I am delighted we have reached the milestone of one million records - each of these has been discovered by the public and logged on the PAS database
More than a thousand discoveries of “treasure” were made in 2020, including almost 1000 gold Iron Age coins in Essex and a copper-alloy and silver early medieval disc brooch from Cheddar, Somerset, the report revealed.
As of May this year, 54 parties “waived” their right to reward meaning a museum could acquire the treasure at no expense.
These included a landowner who found a Bronze Age gold bracelet, from Brigg, north Lincolnshire and a Roman gold jewellery fitting, from near Sandwich Kent, where both the finder and the landowner waived their right to reward.
During the launch, Lord Parkinson announced it was the 25th anniversary of the Treasure Act, calling it “an exciting time for treasure”.
The report revealed that a medieval pendant became the one millionth archaeological discovery found by members of the public since the records began in 1997, to the “delight” of the director of the British Museum.
Speaking at the launch of the Portable Antiquities Scheme (PAS), Hartwig Fischer said: “I am delighted we have reached the milestone of one million records – each of these has been discovered by the public and logged on the PAS database.
“2020 was an incredibly challenging year for all of us, but the PAS, thanks to its online database, national partnership and the hard work of its staff, was able to adapt well in the circumstances – recording almost 50,000 finds including processing over 1,000 treasure cases.”
Lockdown sparked a spate of archaeological finds, with nearly 50,000 recorded in the first year of the pandemic, according to the PAS annual report.
The copper-alloy medieval harness pendant discovered in Lincolnshire was the one millionth record logged, and of the items recorded last year, more than 1,000 were treasure finds.
The number is lower than previous years as opportunities for metal detectorists, who made 91% of the discoveries, to record their finds were limited due to lockdowns and the impact of the pandemic, the report revealed.
The finds also include a gold cross pendant with a runic inscription discovered in Berwick-upon-Tweed and Roman coins found in three pots in Wickwar, Gloucestershire.
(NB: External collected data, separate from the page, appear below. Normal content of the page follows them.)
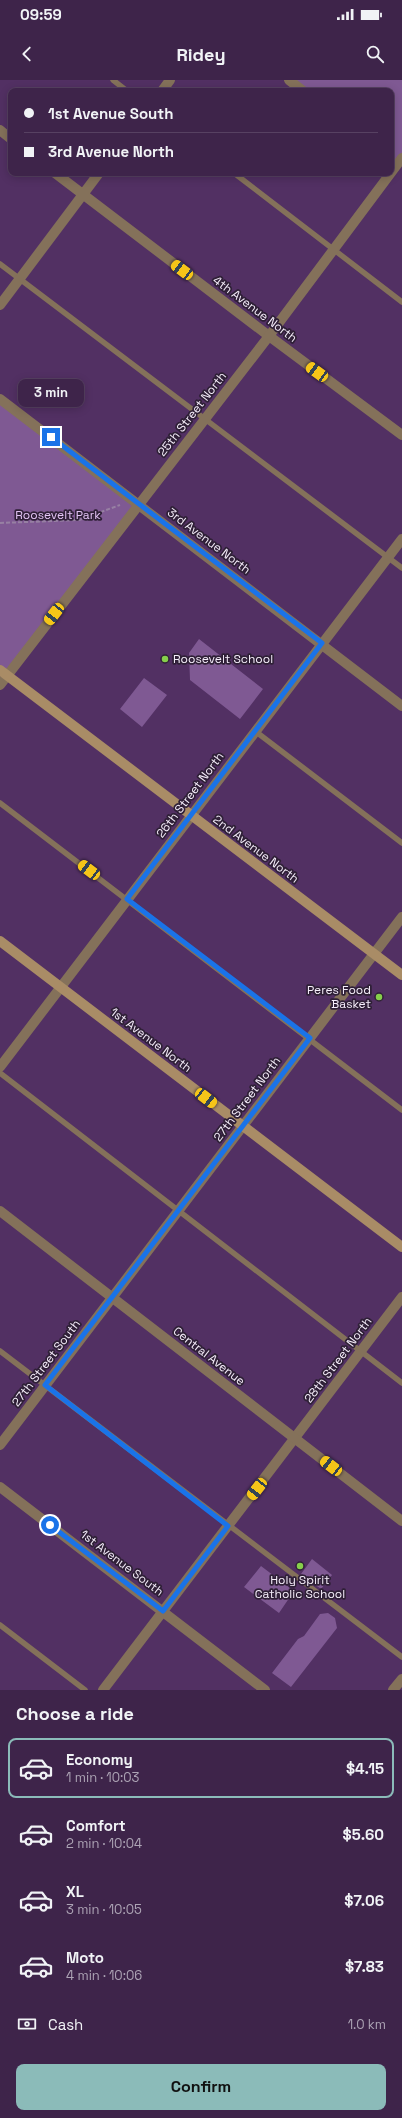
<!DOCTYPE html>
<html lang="en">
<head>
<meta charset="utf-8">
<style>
	body { margin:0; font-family:"Space Grotesk",sans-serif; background:#452c51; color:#f1f3f6; height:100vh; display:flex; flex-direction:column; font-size:15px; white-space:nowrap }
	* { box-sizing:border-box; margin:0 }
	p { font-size:13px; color:#ada4b5 }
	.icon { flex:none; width:22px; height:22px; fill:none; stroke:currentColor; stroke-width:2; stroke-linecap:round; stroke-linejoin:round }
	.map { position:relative; height:1610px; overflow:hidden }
	.drawer { display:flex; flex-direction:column; background:#3e244a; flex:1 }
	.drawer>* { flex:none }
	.banner { position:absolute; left:8px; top:8px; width:386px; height:88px; border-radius:8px; box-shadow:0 2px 10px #0003,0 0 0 1px #574162; display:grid; align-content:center; height:88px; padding:0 16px; background:#3e244a }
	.end { position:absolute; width:18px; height:18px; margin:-9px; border:5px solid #1a73e8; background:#fff; box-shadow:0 0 0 2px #fff }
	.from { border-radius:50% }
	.bubble { position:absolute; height:28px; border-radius:8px; background:#3e244a; box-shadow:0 2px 10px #0003,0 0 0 1px #574162; font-size:13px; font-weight:700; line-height:28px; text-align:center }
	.car { position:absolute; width:12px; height:24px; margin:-12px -6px; border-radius:5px; box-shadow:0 0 3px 1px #0007; background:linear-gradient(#f5c518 24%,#345 0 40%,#f5c518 0 76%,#345 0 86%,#f5c518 0) }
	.banner b { display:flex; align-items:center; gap:14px; height:38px; font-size:15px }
	.banner b+b { border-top:1px solid #574162 }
	.banner i { width:10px; height:10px; background:#f1f3f6 }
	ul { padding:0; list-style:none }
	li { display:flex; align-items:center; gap:12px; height:60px; margin:0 8px 6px; padding:0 8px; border:2px solid transparent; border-radius:8px }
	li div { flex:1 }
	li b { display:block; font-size:15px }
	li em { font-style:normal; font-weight:700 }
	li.selected { border-color:#8bbbb9 }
	li>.icon { width:36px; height:36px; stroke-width:1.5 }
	h2 { padding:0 16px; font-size:18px; line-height:48px }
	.pay { display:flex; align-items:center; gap:10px; height:44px; padding:0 16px; font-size:15px }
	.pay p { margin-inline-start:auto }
	.button { display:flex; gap:8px; margin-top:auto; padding:8px 16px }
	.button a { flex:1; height:46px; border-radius:8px; background:#8bbbb9; color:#111; font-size:16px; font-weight:700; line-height:46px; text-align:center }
	.status { display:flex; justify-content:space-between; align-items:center; height:28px; padding:0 20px; background:#3e244a; direction:ltr }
	.status svg { height:11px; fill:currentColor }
	header { display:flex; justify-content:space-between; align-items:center; height:52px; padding:0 16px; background:#3e244a; font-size:18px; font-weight:700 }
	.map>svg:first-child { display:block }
</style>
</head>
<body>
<div class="status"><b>09:59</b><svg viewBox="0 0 49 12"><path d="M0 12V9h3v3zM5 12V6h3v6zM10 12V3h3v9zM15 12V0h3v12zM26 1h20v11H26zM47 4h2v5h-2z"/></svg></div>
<header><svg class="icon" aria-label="back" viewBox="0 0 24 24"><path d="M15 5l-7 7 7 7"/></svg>Ridey<svg class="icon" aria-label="search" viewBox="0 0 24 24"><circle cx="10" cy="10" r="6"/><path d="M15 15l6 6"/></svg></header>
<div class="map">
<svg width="402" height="1610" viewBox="0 0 402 1610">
	<rect width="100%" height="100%" fill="#523063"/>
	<path fill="#7f5993" d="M289,0H402V78L398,83L391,78V11H304Z
		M0,319L139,425L7,595L0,590Z
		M199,559L263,609L240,639L190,600L189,573Z
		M144,598L167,615L142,647L120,629Z
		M312,1479L332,1495L321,1509L301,1494Z
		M261,1486L294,1511L279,1533L244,1507Z
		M328,1533L335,1538L337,1548L291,1607L272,1593L298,1559L304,1556L320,1534Z"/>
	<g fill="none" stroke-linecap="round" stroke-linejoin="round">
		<path stroke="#9780a3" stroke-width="2" stroke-dasharray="4 2" stroke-linecap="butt" d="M0,443L79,440L120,425"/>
		<path stroke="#84715a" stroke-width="5.5" d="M113,0L127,11
			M234,93L402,222
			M0,184L402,488
			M255,651L402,763
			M0,723L402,1030
			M0,993L402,1303
			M0,1271L402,1577
			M0,1545L85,1610"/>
		<path stroke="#84715a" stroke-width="10" d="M289,0L303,11
			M162,11L170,0
			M0,50L11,59
			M55,93L269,256L402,355
			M0,225L99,93
			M0,319L402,626
			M0,1365L402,837
			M0,1407L265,1610
			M103,1610L402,1217
			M393,1610L402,1599"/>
		<path stroke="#84715a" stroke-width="10" d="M0,605L269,256L402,78
			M0,987L402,459
			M0,1131L402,1441"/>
		<path stroke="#a98c66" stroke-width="10" d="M0,590L402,895
			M0,861L402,1167"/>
	</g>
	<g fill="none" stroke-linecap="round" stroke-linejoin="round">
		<path stroke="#1a73e8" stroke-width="5" d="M50,1445L163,1531L228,1446L45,1305L310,958L127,819L322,563L51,357"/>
	</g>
	<g fill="#86cf4b" stroke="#2f2037" stroke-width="1.5">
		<circle cx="165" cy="579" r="4"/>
		<circle cx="379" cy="917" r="4"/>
		<circle cx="300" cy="1486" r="4"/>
	</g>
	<g text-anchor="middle" stroke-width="3.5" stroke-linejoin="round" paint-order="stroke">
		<g font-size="12" fill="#f6eefb" stroke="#2f2037">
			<text transform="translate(255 229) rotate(37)" y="4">4th Avenue North</text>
			<text transform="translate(192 334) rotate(-52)" y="4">25th Street North</text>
			<text transform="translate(209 461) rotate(37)" y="4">3rd Avenue North</text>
			<text transform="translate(190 715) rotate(-53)" y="4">26th Street North</text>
			<text transform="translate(256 769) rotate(37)" y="4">2nd Avenue North</text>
			<text transform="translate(151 960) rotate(37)" y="4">1st Avenue North</text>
			<text transform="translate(247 1019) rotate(-53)" y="4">27th Street North</text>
			<text transform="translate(209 1276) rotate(38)" y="4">Central Avenue</text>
			<text transform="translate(338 1280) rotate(-53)" y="4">28th Street North</text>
			<text transform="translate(46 1283) rotate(-53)" y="4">27th Street South</text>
			<text transform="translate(122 1483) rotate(37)" y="4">1st Avenue South</text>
		</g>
		<g font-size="12" fill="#e3c3f5" stroke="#2f2037">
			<text x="58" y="439">Roosevelt Park</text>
		</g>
		<g font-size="12" fill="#f6eefb" stroke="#2f2037" text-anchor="start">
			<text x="173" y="583">Roosevelt School</text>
			<text x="371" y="914" text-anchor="end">Peres Food<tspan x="371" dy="14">Basket</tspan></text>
			<text x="300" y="1504" text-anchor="middle">Holy Spirit<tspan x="300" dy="14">Catholic School</tspan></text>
		</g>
	</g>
</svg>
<i class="end from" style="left:50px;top:1445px"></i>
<i class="end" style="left:51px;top:357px"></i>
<div class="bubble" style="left:18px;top:299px;width:66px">3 min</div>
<i class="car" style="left:182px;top:190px;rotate:307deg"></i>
<i class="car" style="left:317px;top:292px;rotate:306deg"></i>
<i class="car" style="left:54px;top:534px;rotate:218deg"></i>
<i class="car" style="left:89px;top:790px;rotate:307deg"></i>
<i class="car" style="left:206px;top:1018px;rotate:128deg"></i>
<i class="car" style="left:331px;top:1386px;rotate:308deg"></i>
<i class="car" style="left:257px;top:1409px;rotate:218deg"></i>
<div class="banner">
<b><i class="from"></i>1st Avenue South</b>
<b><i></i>3rd Avenue North</b>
</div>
</div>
<section class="drawer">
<h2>Choose a ride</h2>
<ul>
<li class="selected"><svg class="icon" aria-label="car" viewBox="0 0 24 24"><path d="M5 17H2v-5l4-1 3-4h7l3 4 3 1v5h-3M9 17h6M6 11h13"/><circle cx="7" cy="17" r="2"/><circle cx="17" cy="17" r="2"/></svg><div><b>Economy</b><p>1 min · 10:03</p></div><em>$4.15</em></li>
<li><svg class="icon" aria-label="car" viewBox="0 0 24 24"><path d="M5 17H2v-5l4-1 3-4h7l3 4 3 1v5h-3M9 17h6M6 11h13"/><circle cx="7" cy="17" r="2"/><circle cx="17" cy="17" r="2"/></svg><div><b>Comfort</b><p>2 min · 10:04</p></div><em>$5.60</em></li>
<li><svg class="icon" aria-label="car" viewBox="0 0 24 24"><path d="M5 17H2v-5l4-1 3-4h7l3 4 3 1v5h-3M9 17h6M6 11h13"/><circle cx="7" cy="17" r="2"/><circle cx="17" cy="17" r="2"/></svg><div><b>XL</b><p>3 min · 10:05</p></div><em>$7.06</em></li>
<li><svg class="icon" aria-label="car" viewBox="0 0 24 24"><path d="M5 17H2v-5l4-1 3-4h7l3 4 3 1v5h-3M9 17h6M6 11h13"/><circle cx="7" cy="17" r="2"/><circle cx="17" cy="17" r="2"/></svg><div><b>Moto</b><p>4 min · 10:06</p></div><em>$7.83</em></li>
</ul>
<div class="pay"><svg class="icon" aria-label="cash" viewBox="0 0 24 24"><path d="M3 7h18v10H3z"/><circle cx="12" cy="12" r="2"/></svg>Cash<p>1.0 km</p></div>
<div class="button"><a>Confirm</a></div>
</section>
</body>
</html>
Metal detectorists Mark Lovell and Mark Wilcox discovered the coins buried in the ground, with conservation work uncovering more than 6,500 coins dating back to the 4th century AD at this previously unknown Roman site, the report revealed.
Wilcox, 56, told the PA news agency: “It is the biggest find we ever had. We had seen some loose coins and then I lifted up a seven kilo pot but we did not know what was in the pot until we saw the X-ray.”
Lovell, 56, added: “We were elated and shocked at the same time.”
A silver, seal matrix dating to the early 13th century was discovered inscribed with the name Matilda de Cornhill. It is thought to have belonged to the wife of Reginald de Cornhill, High Sheriff of Kent and Constable of Rochester Castle.
The PAS scheme is funded through the Department for Digital, Culture, Media and Sport’s grant-in-aid, managed by the British Museum and hosted through Amgueddfa Cymru, the National Museum Wales.
Michael Lewis, head of PAS and treasure at the British Museum, said: “It is important to acknowledge the positive contribution made by metal detectorists and other public finders across the country.
“No matter how small, or fragmentary, the finds are all part of the great jigsaw puzzle of our past.”